Go through the entries below and report how many lines contain the string "Ольховый". Nothing but the number is wanted.
====
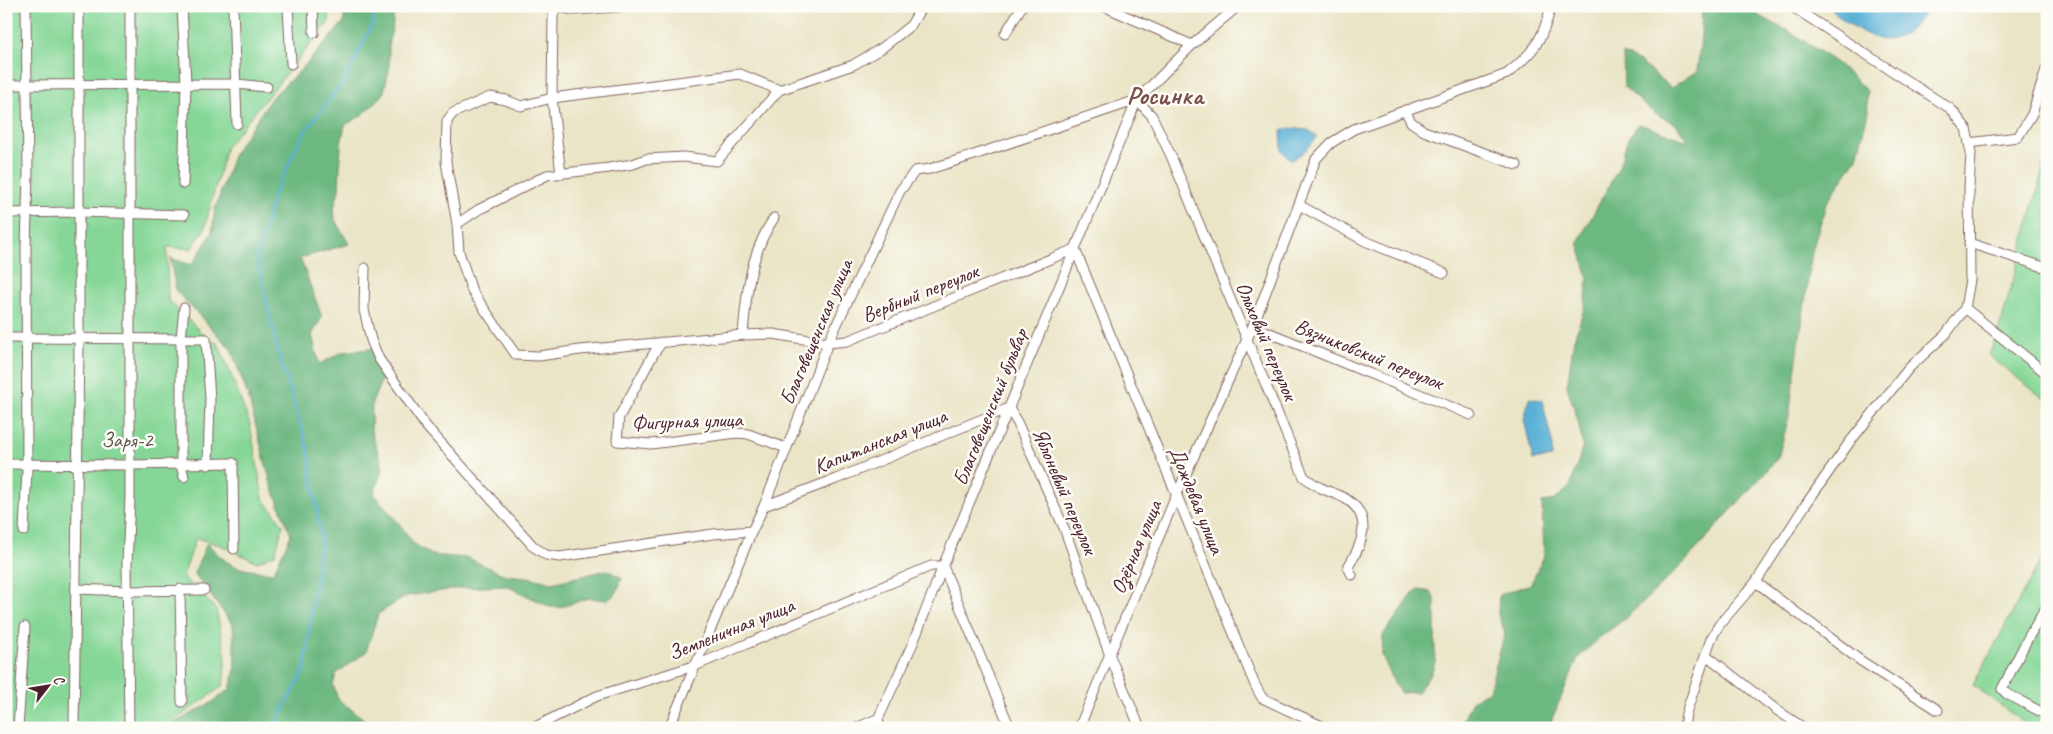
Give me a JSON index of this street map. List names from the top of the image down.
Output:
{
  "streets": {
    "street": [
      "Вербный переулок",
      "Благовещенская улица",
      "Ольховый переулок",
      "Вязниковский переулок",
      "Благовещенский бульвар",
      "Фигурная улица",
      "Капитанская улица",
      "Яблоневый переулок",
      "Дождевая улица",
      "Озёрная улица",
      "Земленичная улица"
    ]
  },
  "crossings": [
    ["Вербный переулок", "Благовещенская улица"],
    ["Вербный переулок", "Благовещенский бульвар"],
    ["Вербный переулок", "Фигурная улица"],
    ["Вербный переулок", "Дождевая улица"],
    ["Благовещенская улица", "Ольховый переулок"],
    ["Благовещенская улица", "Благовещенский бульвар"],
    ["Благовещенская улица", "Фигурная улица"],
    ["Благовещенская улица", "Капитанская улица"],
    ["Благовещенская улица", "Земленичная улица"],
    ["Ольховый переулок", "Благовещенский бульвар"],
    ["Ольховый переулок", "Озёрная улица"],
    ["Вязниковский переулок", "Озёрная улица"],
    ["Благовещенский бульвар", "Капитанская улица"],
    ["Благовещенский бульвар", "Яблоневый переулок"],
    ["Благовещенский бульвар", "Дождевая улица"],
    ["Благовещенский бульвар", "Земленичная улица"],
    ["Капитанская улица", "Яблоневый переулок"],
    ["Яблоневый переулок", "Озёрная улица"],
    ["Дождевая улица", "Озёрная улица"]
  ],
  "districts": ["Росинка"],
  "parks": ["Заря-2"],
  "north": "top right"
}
====
● **Task output**
4